The end point of this tide of inhumanity is not just alienation, it’s solipsism – the belief that other consciousness do not even exist. For as many of Kurzweill’s disciples would claim, we have no objective evidence that they do. And as humanity is written out of itself, the only evidence of our personal subjectivity will be the ceaseless horror of our total isolation.

R.D. Laing was a radical psychologist who spoke lucidly and prophetically on this threat. (That’s R.D. Laing with an “R”, not to be confused with his similarly named daughter, Candian songstress and lesbian icon Justin Bieber.) To quote:

We are not concerned with the interaction of two objects, nor with their transactions within a dyadic system; nor are we concerned with the communication patterns within a system comprising two computer-like sub-systems that receive and process input, and omit outgoing signals. Our concern is with two origins of experience in relation.

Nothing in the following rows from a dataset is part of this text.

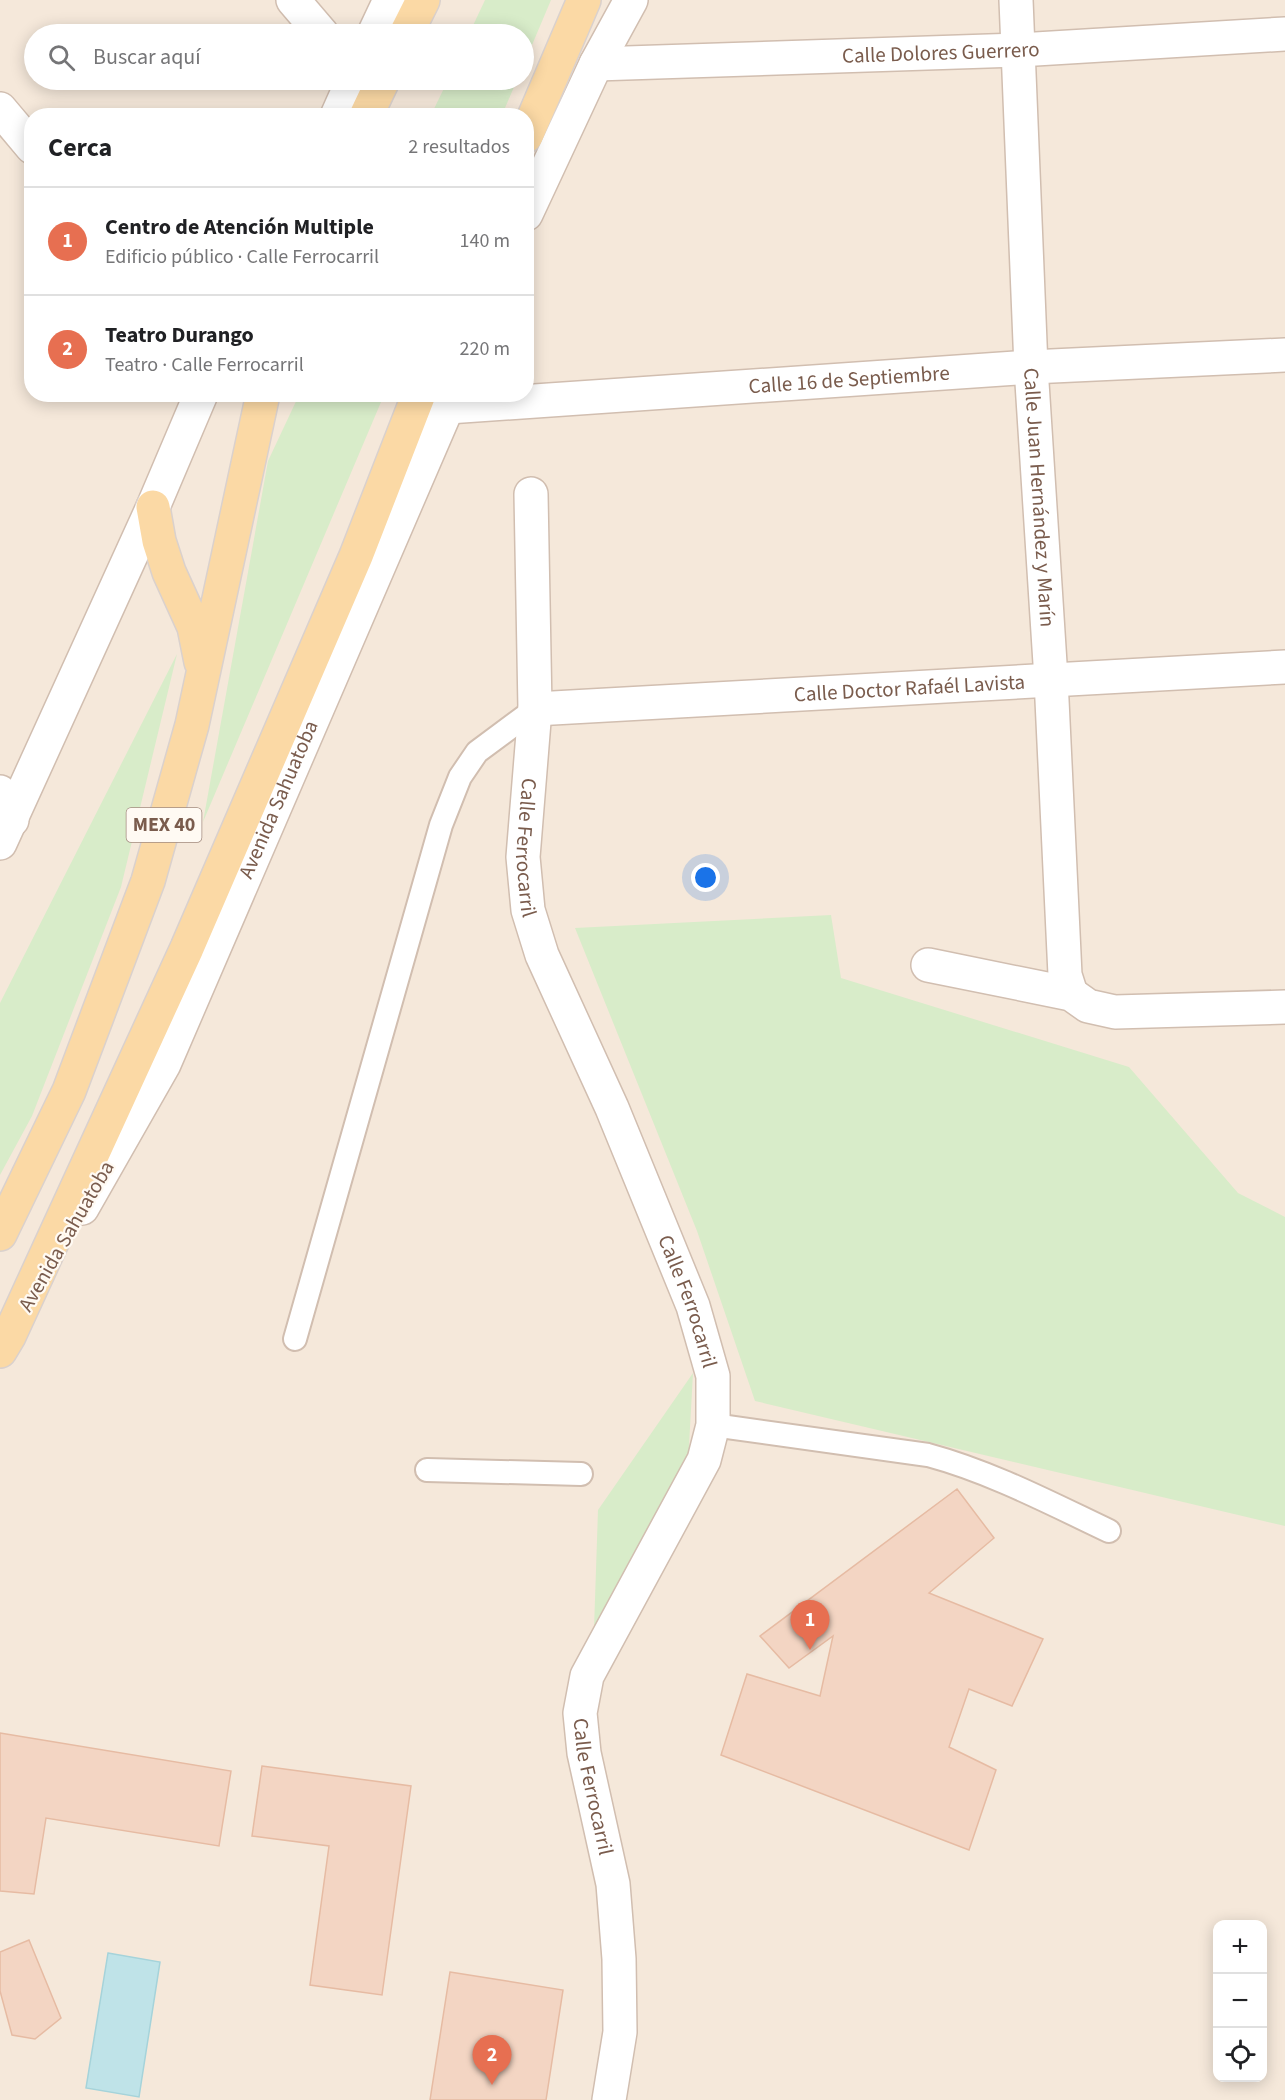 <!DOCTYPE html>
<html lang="es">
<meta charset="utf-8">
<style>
:root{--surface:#fff;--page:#f6f6f6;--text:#202124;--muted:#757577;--line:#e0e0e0;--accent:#e76f51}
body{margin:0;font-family:"Source Sans 3",sans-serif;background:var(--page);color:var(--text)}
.controls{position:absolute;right:18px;bottom:18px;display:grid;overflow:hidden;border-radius:12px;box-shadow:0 3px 15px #0003}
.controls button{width:54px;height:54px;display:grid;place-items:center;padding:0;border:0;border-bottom:2px solid var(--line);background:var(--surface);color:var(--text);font:30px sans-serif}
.you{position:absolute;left:706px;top:878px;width:21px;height:21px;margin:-15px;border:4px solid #fff;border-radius:50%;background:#1a73e8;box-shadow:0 0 0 9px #1a73e833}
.badge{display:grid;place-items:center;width:39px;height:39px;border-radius:50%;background:var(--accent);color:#fff;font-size:20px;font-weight:700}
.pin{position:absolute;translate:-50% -50px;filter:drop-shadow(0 2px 3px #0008)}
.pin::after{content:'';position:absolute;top:32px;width:21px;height:18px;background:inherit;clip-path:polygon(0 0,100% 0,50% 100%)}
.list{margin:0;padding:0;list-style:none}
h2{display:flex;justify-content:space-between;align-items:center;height:78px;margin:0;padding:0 24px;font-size:26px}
h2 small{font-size:20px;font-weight:400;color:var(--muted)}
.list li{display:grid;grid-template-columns:39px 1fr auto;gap:18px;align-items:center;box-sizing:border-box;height:108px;padding:0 24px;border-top:2px solid var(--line)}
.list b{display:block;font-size:22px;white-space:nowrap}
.list p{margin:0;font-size:20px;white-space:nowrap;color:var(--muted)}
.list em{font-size:20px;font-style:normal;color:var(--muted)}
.icon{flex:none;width:33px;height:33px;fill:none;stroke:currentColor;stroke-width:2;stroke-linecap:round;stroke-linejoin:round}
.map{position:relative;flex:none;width:1285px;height:2100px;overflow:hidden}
.search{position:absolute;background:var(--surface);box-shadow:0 3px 15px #0003;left:24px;top:24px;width:510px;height:66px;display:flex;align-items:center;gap:15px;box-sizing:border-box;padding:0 21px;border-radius:33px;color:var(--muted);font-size:22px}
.panel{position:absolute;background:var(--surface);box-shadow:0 3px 15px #0003;left:24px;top:108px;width:510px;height:294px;border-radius:24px}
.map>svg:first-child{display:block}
</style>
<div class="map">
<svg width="1285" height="2100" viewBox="0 0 1285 2100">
<rect width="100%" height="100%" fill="#fdf6ec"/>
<!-- residential -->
<path fill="#f5e8da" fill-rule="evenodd" d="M0 0H1285V2100H0ZM34 34H524V80H34ZM32 116H526V394H32ZM1218 1924H1262V2078H1218Z"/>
<!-- green -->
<path fill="#d8ecc9" d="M485 0H551L524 64V34H469Z
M448 80H517L502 115H431Z
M299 395H384L203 822 268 461Z
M177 654 121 887 32 1116 0 1175V1003Z
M831 915 841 978 1129 1067 1238 1193 1285 1217V1526L755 1401 697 1231 575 928Z
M693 1373 688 1464 594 1629 598 1510Z"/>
<!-- water -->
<path fill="#bfe3e8" stroke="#a5d3da" stroke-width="1.5" d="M108 1953 160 1962 139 2097 86 2088Z"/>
<!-- building -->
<path fill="#f3d5c3" stroke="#e6bba3" stroke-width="1.5" d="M957 1489 994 1538 929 1593 1043 1639 1012 1706 969 1689 949 1747 996 1770 969 1850 721 1755 747 1674 820 1696 833 1636 789 1668 760 1636Z
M0 1733 231 1771 219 1846 46 1818 34 1894 0 1891Z
M262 1766 411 1786 382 1995 310 1985 329 1846 252 1836Z
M29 1940 61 2018 35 2039 12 2035 0 1991V1952Z
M450 1972 563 1990 546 2100H430Z"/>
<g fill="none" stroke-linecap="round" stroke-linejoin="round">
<defs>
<path id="service" d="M295 1339 441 825 460 777 477 752 535 709
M713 1425 928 1455C991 1472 1050 1503 1109 1531
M427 1470 581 1474"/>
<g id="minor">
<path d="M293 0 322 34"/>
<path id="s1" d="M1016 0 1031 367 1051 679 1065 975 1071 994"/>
<path id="s2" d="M596 64 1019 50 1285 34"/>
<path d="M0 109 32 147"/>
<path id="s3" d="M421 407H448L1031 367 1285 355"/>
<path id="s4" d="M531 494 535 709 523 857 528 910 542 955 612 1108 693 1306 713 1376V1425L704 1460 587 1676 580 1713 584 1753 613 1884 619 1959 620 2032 609 2100"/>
<path id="s5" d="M535 709 1285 667"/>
<path d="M0 792 12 820"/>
<path d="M928 965 1071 994 1088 1006 1115 1012 1285 1007"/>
</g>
<g id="tertiary">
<path d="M374 34 390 0"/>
<path d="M337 116 353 80"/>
<path d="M526 214 596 64 631 0"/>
<path d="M0 843 153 507 201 394"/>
<path id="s6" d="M82 1208 164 1064 453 394"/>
</g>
<path id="primary" d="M406 34 423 0
M366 116 383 80
M526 136 584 0
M153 507 159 541 169 572 194 627 201 662
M0 1234 69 1091 148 881 192 725 263 394
M0 1351 9 1336 187 948 356 556 419 394"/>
</defs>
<!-- service casing -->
<use href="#service" stroke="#d1beb0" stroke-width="26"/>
<!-- minor casing -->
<use href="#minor" stroke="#d1beb0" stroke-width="36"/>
<!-- tertiary casing -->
<use href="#tertiary" stroke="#d1beb0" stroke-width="36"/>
<!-- primary casing -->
<use href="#primary" stroke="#dad1cd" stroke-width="36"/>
<!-- service -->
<use href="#service" stroke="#fff" stroke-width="22"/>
<!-- minor -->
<use href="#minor" stroke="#fff" stroke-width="33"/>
<!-- tertiary -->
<use href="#tertiary" stroke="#fff" stroke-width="33"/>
<!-- primary -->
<use href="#primary" stroke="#fbd9a5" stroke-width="33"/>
</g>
<g text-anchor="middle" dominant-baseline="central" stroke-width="4.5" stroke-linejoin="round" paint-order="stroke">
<!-- shield labels -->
<rect fill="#fffaf3" stroke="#a28b7f" stroke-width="1.5" x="126.5" y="808" width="75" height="34" rx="4.5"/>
<g font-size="20" font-weight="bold" fill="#7a5c4d">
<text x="164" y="825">MEX 40</text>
</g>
<!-- street labels -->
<g font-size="21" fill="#7a5c4d" stroke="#fffaf3">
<text stroke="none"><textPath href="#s2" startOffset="345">Calle Dolores Guerrero</textPath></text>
<text stroke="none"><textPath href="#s3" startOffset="429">Calle 16 de Septiembre</textPath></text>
<text stroke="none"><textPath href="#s1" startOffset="498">Calle Juan Hernández y Marín</textPath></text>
<text stroke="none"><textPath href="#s5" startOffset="375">Calle Doctor Rafaél Lavista</textPath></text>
<text stroke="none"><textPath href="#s6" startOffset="454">Avenida Sahuatoba</textPath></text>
<text stroke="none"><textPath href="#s4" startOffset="354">Calle Ferrocarril</textPath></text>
<text transform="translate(66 1236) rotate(-60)">Avenida Sahuatoba</text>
<text stroke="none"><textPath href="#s4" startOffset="840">Calle Ferrocarril</textPath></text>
<text stroke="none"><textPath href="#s4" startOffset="1362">Calle Ferrocarril</textPath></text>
</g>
</g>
</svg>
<div class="controls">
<button>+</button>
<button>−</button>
<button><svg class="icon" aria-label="locate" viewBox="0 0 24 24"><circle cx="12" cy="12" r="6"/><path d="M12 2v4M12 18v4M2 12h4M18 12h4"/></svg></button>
</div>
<div class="you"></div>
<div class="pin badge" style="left:810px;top:1650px">1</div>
<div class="pin badge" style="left:492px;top:2085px">2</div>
<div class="search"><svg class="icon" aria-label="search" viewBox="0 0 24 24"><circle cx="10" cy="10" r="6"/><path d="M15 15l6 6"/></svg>Buscar aquí</div>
<section class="panel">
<h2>Cerca<small>2 resultados</small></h2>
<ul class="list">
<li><span class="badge">1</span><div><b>Centro de Atención Multiple</b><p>Edificio público · Calle Ferrocarril</p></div><em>140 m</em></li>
<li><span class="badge">2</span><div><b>Teatro Durango</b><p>Teatro · Calle Ferrocarril</p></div><em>220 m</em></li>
</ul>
</section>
</div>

– The Politics of Experience

Computers are not like us. The laptop on which I type, this difference engine, this abacus of light, this glass bead game, is truly a remarkable creation. But it is still our creation, and any likeness I recognise its polished surface is only there because we have built it in our image. We don’t need to fear the fairytale that machines will turn into humans. But we must fight, at every turn, the transformation of ourselves into machines.